If you work with anything modern — Docker Compose, GitHub Actions, Kubernetes, Ansible — you will run into YAML. At first it looks simple: keys, colons, values. But then something does not work and you spend two hours hunting the problem until you realize: an extra space in the indentation.

YAML (YAML Ain’t Markup Language) is a text format for data and configuration. Its main idea: be human-friendly. JSON is readable too, but YAML is even more readable — if you know the rules.

Core syntax rules

Keys and values

name: ITAcademy
port: 8080
debug: false

Simple: key, colon, space, value. The space after the colon is mandatory. name:ITAcademy without a space is an error.

Lists

tags:
  - frontend
  - backend
  - devops

Each list item starts with - (dash and space).

Nested structures

services:
  web:
    image: nginx:latest
    ports:
      - "8080:80"
  db:
    image: postgres:17
    environment:
      POSTGRES_PASSWORD: secret

Nesting is determined by space indentation (not tabs!). Usually 2 spaces per level.

Multiline text

description: >
  This is a multiline text
  that gets joined into one line.

long_text: |
  This is multiline text
  that preserves line breaks.

> — joins lines into one. | — keeps line breaks.

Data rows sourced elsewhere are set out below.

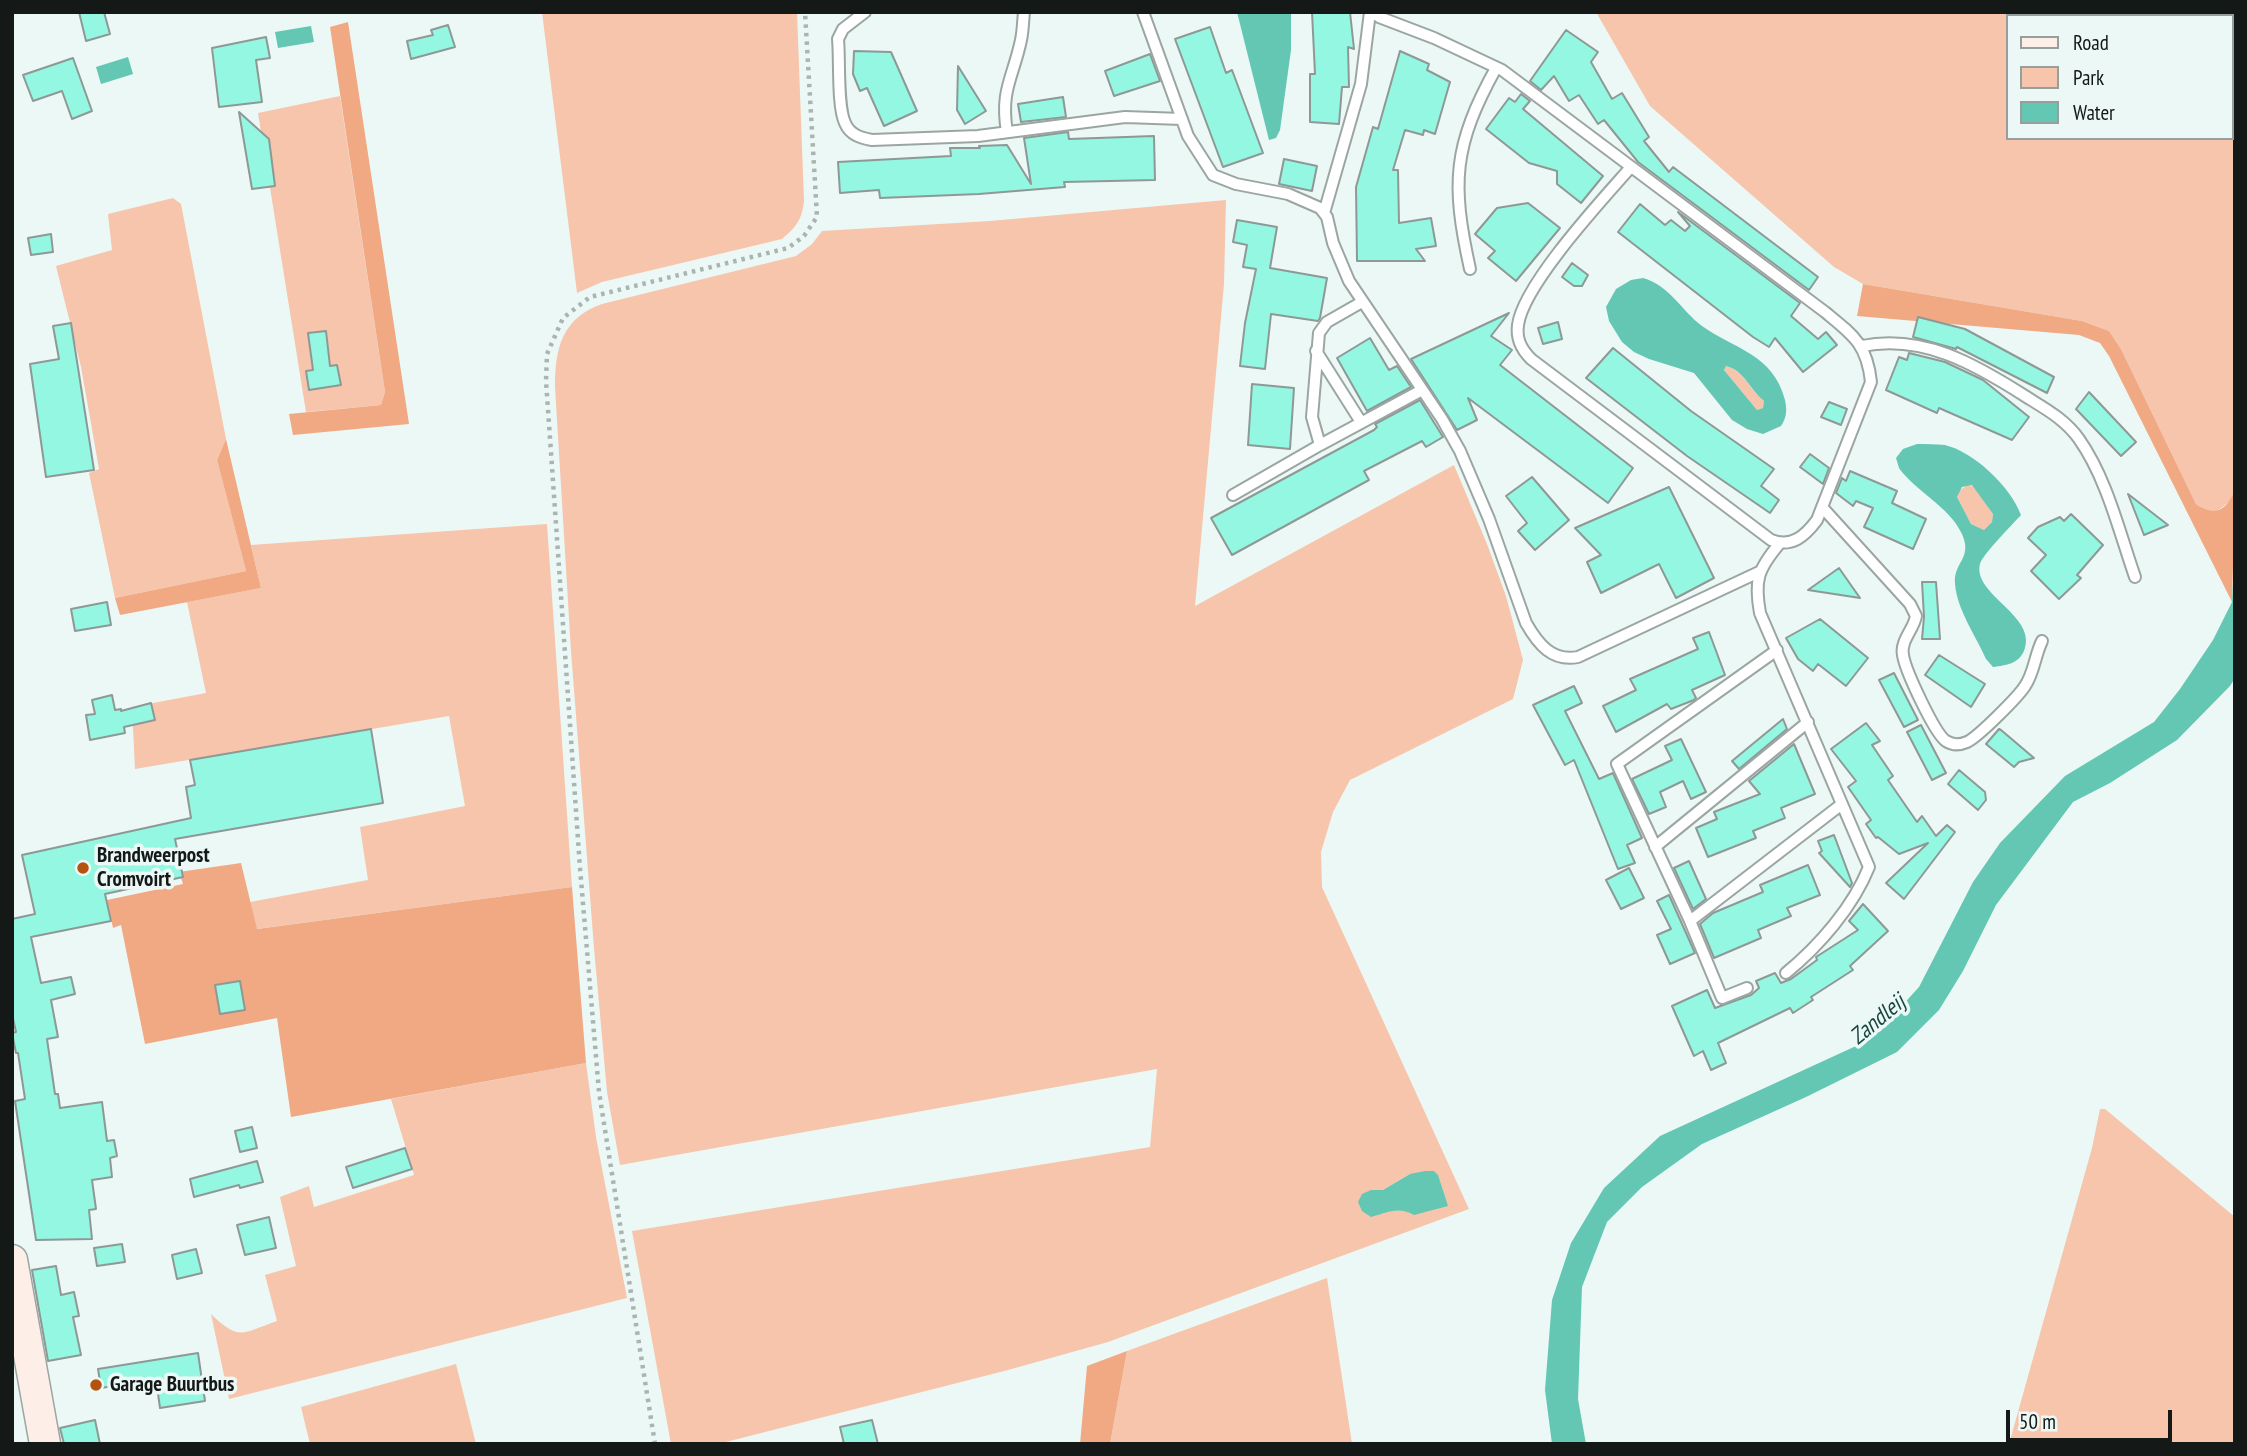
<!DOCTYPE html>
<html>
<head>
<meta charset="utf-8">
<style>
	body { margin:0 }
	#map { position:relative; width:2247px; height:1456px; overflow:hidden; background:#ecf8f5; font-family:"PT Sans Narrow",sans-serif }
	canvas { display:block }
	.frame { position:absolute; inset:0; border:14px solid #141918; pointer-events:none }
	.legend { position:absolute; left:2006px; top:14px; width:228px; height:126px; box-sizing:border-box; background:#ecf8f5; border:2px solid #969f9d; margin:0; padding:9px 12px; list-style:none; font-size:21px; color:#141918 }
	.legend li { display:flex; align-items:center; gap:14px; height:35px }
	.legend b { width:35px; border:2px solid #969f9d }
	.scale { position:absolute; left:2006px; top:1410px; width:166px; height:32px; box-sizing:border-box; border:4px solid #141918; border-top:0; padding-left:9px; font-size:21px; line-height:24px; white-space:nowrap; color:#141918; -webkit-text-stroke:5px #ecf8f5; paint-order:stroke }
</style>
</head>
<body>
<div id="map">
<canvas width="2247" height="1456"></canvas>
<div class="frame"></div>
<ul class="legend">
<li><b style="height:9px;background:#fdefe8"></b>Road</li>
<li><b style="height:19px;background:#f6c5ab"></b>Park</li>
<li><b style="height:19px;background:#63c7b3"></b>Water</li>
</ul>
<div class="scale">50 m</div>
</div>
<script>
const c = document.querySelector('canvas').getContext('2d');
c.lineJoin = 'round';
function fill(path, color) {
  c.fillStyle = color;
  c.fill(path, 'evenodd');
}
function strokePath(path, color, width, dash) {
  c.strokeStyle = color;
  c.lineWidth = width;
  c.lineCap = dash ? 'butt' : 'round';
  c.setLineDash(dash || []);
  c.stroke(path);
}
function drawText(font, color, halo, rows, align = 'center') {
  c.font = font + ' "PT Sans Narrow",sans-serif';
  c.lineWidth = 7;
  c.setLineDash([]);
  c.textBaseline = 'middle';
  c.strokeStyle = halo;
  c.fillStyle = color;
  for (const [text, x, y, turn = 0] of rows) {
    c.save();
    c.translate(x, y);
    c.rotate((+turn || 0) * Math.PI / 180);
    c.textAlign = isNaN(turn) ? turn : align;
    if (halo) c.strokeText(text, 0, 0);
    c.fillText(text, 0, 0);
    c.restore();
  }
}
fill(new Path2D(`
	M542 12H797L804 201C802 220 796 227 782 239L602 282 577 293Z
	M1596 12H2235V490L2230 501 2216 512 2206 511 2196 504 2121 349 2109 331 2082 321 1863 284 1834 267 1650 106ZM2007 16H2231V138H2007Z
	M340 96 385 392 381 405 306 412 258 113Z
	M173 198 181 204 226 439 217 460 246 571 115 598 89 473 99 469 81 367 56 266 112 250 108 214Z
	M1226 200 1224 284 1195 606 1454 465 1487 544 1506 596 1523 660 1513 699 1350 780 1333 812 1321 852 1322 887 1469 1209 1108 1342 1008 1370 718 1444H671L632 1231 1150 1147 1157 1069 620 1165 607 1092 594 948 571 651 555 387C555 348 562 318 602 304L796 256 812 244 822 231 990 221ZM1410 1174 1404 1210 1395 1209 1382 1214 1371 1190H1383Z
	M1726 366C1745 371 1749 390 1764 401L1763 408 1757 410 1724 370Z
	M1967 485 1974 486 1993 514 1992 522 1984 530 1971 524 1957 497 1959 491Z
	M547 524 572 887 256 929 250 902 368 880 360 827 465 806 449 716 135 769 132 707 206 693 187 602 261 588 251 545Z
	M586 1063 596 1137 627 1298 229 1399 211 1314C240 1342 242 1333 277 1321L265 1275 296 1266 280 1197 309 1186 314 1207 414 1175 391 1099Z
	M2100 1109H2105L2235 1217V1444H2009L2092 1148Z
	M1327 1278 1352 1444H1110L1127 1351Z
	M456 1364 476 1444H310L301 1407Z`), '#f6c5ab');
fill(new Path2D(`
	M348 22 409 424 293 435 289 414 381 405 385 392 330 27Z
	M1863 284 2082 321 2109 331 2121 349 2196 504C2216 518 2226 510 2235 490L2232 602 2109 356 2100 343 2079 335 1857 316Z
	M226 439 261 588 120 615 115 598 246 571 217 460Z
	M241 863 257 929 572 887 586 1063 291 1117 277 1018 145 1044 121 925 113 928 107 900 183 884 179 872Z
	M1127 1351 1110 1444H1080L1087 1366Z`), '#f0a983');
fill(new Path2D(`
	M1237 12H1291V50L1280 130 1276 138 1269 140Z
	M311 26 314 42 278 48 275 32Z
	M128 57 133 74 101 84 96 67Z
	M1643 278C1669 285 1682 311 1702 326 1736 350 1773 354 1785 400 1787 410 1787 417 1781 426L1763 434 1747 429 1732 420 1694 373 1649 359 1634 352 1622 342 1609 321 1606 307 1616 289 1631 280ZM1726 366C1744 370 1750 390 1764 401L1763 408 1757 410 1724 370Z
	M1917 444C1926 444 1936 444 1945 445 1974 452 2011 487 2021 515 2013 524 1982 555 1980 564 1972 595 2039 616 2024 651 2018 664 2007 665 1993 667L1986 659C1976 636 1957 610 1955 584 1953 562 1973 559 1962 534 1949 506 1916 492 1899 468L1896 458 1903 449ZM1972 485 1993 514 1992 522 1984 530 1971 524 1957 497 1962 487Z
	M2235 543V678L2230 686 2177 740 2110 783 2073 802 1996 905 1963 971 1939 1010 1897 1052 1806 1097 1702 1144 1642 1187 1607 1222 1582 1287 1578 1399 1586 1444H1552L1545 1390 1552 1300 1571 1243 1604 1188 1660 1136 1856 1046 1889 1020 1919 987 1973 882 2000 843 2065 776 2154 722 2180 689 2213 640 2232 602Z
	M1425 1171H1434L1438 1175 1448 1206 1414 1215C1397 1206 1388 1213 1371 1217L1362 1211 1358 1202 1362 1194 1371 1190H1383L1410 1174Z`), '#63c7b3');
const building = new Path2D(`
	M79 12H104L110 34 86 41Z
	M1312 12H1350L1354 49 1348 47 1349 87H1342L1339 124 1310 122V74H1315Z
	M448 25 455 47 411 59 407 41 433 35 431 30Z
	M1210 27 1226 73 1232 70 1263 153 1223 167 1175 39Z
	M1566 30 1598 52 1591 62 1612 99 1622 93 1649 137 1644 141 1669 172 1673 167 1818 277 1809 290 1638 162 1604 120 1598 124 1579 95 1569 101 1554 76 1541 90 1530 81Z
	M266 37 270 58 256 60 262 102 219 107 212 48Z
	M854 51 891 52 917 111 884 126 867 88 860 91 853 74Z
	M1400 51 1429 64 1427 70 1450 82 1435 134 1424 130 1423 135 1405 130 1393 170H1398L1399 223 1431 218 1436 246 1416 249 1425 261H1357L1356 187 1373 127 1378 129Z
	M1150 54 1160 81 1114 96 1105 71Z
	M73 58 92 111 72 119 62 91 33 101 23 75Z
	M958 66 986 111 965 124 957 110Z
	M1521 94 1530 101 1523 109 1603 176 1581 203 1557 184V171L1529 163 1486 129 1509 98 1515 102Z
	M1063 97 1066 117 1021 122 1018 104Z
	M239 112 269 139 275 186 252 189Z
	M1068 132 1069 139 1154 136 1155 180 1064 182 1065 187 979 194 880 198 879 190 840 193 838 162 951 156 950 148H980L979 146 1007 145 1031 184 1024 138Z
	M1284 159 1317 166 1312 191 1279 184Z
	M1528 203 1560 228 1516 281 1488 258 1495 251 1475 234 1497 208Z
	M1640 204 1665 225 1671 220 1685 231 1690 226 1678 212 1800 303 1791 316 1818 339 1826 332 1837 345 1803 372 1775 338 1769 347 1753 337 1618 232Z
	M1237 220 1277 227 1270 268 1327 278 1320 318 1318 321 1271 314 1265 369 1240 366 1245 323 1256 269 1243 267 1247 245 1233 242Z
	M51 234 53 252 31 255 28 238Z
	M1572 263 1588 275 1582 286H1574L1562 277Z
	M1509 313 1491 336 1512 350 1500 365 1633 468 1608 503 1468 398 1477 420 1457 430 1411 359Z
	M1918 317 1965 329 2054 377 2047 393 1957 347 1956 349 1913 337Z
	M1558 322 1562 339 1543 344 1538 328Z
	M71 323 94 470 46 477 30 364 59 359 53 326Z
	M326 331 330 366 337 365 341 385 309 390 306 371 313 370 308 333Z
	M1370 338 1389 370 1397 366 1411 387 1367 411 1337 358Z
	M1613 348 1691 411 1774 469 1761 486 1779 500 1770 513 1687 456 1586 378Z
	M1909 353 1945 362 1983 380 2029 417 2012 440 1939 408 1937 413 1886 390 1899 357 1907 360Z
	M1252 384 1294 388 1290 449 1248 445Z
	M2089 392 2136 442 2121 456 2076 409Z
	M1420 400 1443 437 1426 447 1422 441 1364 471 1369 480 1232 555 1211 518 1374 430 1377 427 1375 424Z
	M1829 402 1847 409 1841 425 1821 417Z
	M1810 454 1829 468 1823 484 1800 467Z
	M1850 471 1897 491 1892 503 1926 519 1913 549 1864 527 1873 508 1856 501 1853 506 1836 493 1842 478 1846 481Z
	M1532 477 1569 520 1535 550 1518 531 1527 523 1506 496Z
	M1669 487 1714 578 1676 598 1659 564 1601 593 1587 562 1601 555 1575 528Z
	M2128 494 2168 525 2144 535Z
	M2071 514 2103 545 2077 575 2081 578 2059 599 2031 571 2046 555 2028 538 2038 527 2060 517 2064 521Z
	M1839 568 1860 598 1808 590Z
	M1922 582H1936L1940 639H1922L1924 617Z
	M107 602 111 625 75 631 71 609Z
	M1820 619 1868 658 1846 686 1818 664 1813 671 1798 659 1786 638Z
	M1709 632 1725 675 1692 690 1696 698 1694 700 1671 709 1667 704 1616 732 1603 706 1636 690 1630 679 1698 649 1693 638Z
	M1939 655 1985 684 1971 707 1925 675Z
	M1894 673 1918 720 1904 727 1879 680Z
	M1574 686 1582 703 1565 711 1599 779 1613 773 1642 838 1627 845 1635 863 1618 869 1574 760 1565 765 1533 705Z
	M112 695 115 710 121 709V711L151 703 155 720 124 727 125 733 90 740 86 715 95 714 92 700Z
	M1783 719 1787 729 1739 769 1732 761Z
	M1866 723 1880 741 1872 745 1893 776 1888 780 1917 822 1922 816 1936 836 1947 825 1955 832 1904 899 1886 883 1928 843 1899 854 1878 837 1876 838 1866 824 1871 820 1848 787 1856 781 1831 749Z
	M1921 725 1946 773 1932 780 1907 732Z
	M371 729 383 803 175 839 183 877 105 894 111 921 31 937 41 983 71 977 75 994 51 1000 58 1037 47 1039 55 1094H58L60 1108 102 1102 107 1141 114 1140 117 1156 110 1158 112 1177 92 1180 96 1209 89 1210 92 1239 36 1240 15 1101 25 1099 18 1053H16L12 1033 16 1032 12 1014V919L35 914 22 855 191 818 186 787 195 785 190 760Z
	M1999 729 2001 730 2034 758 2019 762 2014 767 1986 744Z
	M1681 739 1706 792 1691 799 1683 781 1660 792 1666 807 1649 814 1632 779 1672 760 1665 746Z
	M1794 744 1815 794 1781 808 1785 818 1753 831 1756 838 1708 857 1696 828 1717 819 1714 812 1760 794 1749 781Z
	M1959 770 1985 792 1986 800 1978 810 1948 784Z
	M1834 835 1852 883 1850 887 1819 853 1822 851 1818 841Z
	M1689 861 1706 899 1693 909 1674 868Z
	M1808 865 1820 895 1787 908 1791 916 1758 930 1761 938 1714 958 1700 924 1713 913 1763 892 1760 885Z
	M1629 868 1644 898 1621 909 1606 880Z
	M1669 895 1695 953 1670 964 1657 935 1671 929 1657 901Z
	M1863 904 1888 931 1850 966 1853 970 1811 997 1813 1000 1793 1013 1790 1008 1718 1043 1726 1063 1711 1070 1703 1051 1694 1056 1672 1006 1707 990 1715 1008 1751 995 1759 988 1756 981 1775 973 1781 983 1791 979 1817 960 1816 957 1858 930 1849 921Z
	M240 981 245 1010 220 1014 215 985Z
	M252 1127 257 1148 240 1152 235 1131Z
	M405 1148 412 1169 353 1188 346 1167Z
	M257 1161 263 1182 240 1188 239 1185 194 1197 190 1179Z
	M269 1217 276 1248 245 1255 237 1225Z
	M122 1244 125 1262 97 1266 94 1248Z
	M196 1249 202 1273 177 1279 172 1255Z
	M56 1266 61 1295 74 1292 79 1316 73 1317 81 1355 48 1361 32 1270Z
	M198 1353 205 1401 160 1408 156 1379 101 1388 98 1369Z
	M95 1420 100 1444H64L60 1428Z
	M872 1420 878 1444H844L840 1427Z`);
fill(building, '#93f7e2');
strokePath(building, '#8e9996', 2);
const lane = new Path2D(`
	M865 12 843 29 838 39C840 59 837 106 845 123 850 135 861 138 872 140L978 136 1125 117 1182 119
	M1143 12 1188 136 1213 175 1236 184 1288 194 1320 208 1327 217 1333 243 1349 281 1442 419 1460 451 1489 519 1526 623C1538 644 1552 662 1578 657L1759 572
	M1372 12 1379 17 1434 38 1502 70 1825 312C1853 335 1867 344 1871 382L1817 520C1805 536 1792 548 1771 540L1531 359C1521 349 1516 339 1518 325 1523 285 1602 200 1631 167
	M1007 132C1000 90 1013 78 1021 40 1023 31 1023 21 1024 12
	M1324 213 1361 84 1370 12
	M1470 269C1451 183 1453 146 1496 68
	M1362 302 1327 322 1319 333 1312 417 1320 445 1422 390
	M1862 346C1923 334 1975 364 2025 396 2044 408 2065 419 2079 439 2107 479 2119 531 2135 577
	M1316 351 1361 422
	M1233 495 1320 445
	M1822 507 1910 604 1916 616C1914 629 1900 641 1903 655 1905 670 1935 734 1946 741 1952 745 1960 745 1967 742 1978 737 2018 697 2025 686 2034 673 2035 655 2042 641
	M1780 543C1758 569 1754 580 1760 613L1869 867C1853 907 1819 946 1786 973
	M1655 847 1808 722
	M1690 921 1617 764 1777 650
	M1747 988 1722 998 1690 921 1842 804`);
const secondary = new Path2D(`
	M12 1260 45 1444`);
strokePath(lane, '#9ba6a3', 14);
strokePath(secondary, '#9ba6a3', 33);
strokePath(new Path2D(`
	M655 1444 599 1092 580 868 546 381 547 354 563 318 590 297 788 248 804 236 817 217 805 12`), '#aab4b1', 4.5, [3.5, 5]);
strokePath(lane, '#fff', 10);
strokePath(secondary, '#fdefe8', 30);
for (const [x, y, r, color] of [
	[83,868,7,"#b4530f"],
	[96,1385,7,"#b4530f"]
]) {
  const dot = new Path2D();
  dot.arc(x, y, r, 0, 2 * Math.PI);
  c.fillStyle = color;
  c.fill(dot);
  strokePath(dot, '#ecf8f5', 2.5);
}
drawText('bold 21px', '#141918', '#ecf8f5', [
	["Brandweerpost",97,856],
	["Cromvoirt",97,880],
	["Garage Buurtbus",110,1385]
], 'left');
drawText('italic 23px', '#19473e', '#ecf8f5', [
	["Zandleij",1878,1020,-40]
]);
</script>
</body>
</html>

Why YAML is better than JSON

{
  "services": {
    "web": {
      "image": "nginx",
      "ports": ["8080:80"]
    }
  }
}
services:
  web:
    image: nginx
    ports:
      - "8080:80"

YAML: no quotes around keys, no curly braces, no commas between list items. Much more readable for a human.

Why YAML is worse than JSON

Common mistakes

1. Tabs instead of spaces

YAML requires spaces. Period. If your editor inserts tabs — configure it.

2. Wrong number of spaces

services:
    web:        # 4 spaces
      image:    # 6 spaces — still child of web, but unclear

Better to fix 2 spaces per level and stick to it.

3. Forgetting the space after the colon

image:nginx    # ✗ Error
image: nginx   # ✓ Correct

4. Not quoting special characters

title: "This: is important"    # ✓ Quotes preserve the colon
command: >-                    # ✓ Multiline block
  nginx
  -c /etc/nginx/nginx.conf

Conclusion / action plan

YAML is not hard, but it demands precision. Spaces matter, and that is both its strength (readability) and its weakness (errors).

Here is what to do next:

  1. Open a docker-compose.yml or .github/workflows/test.yml and read it line by line.
  2. Notice indentation: each nested structure has more spaces.
  3. Try writing a simple YAML file and validate it with an online validator.
  4. Make sure your editor inserts spaces, not tabs.

Once you can read YAML without hints, you understand more configurations than you think.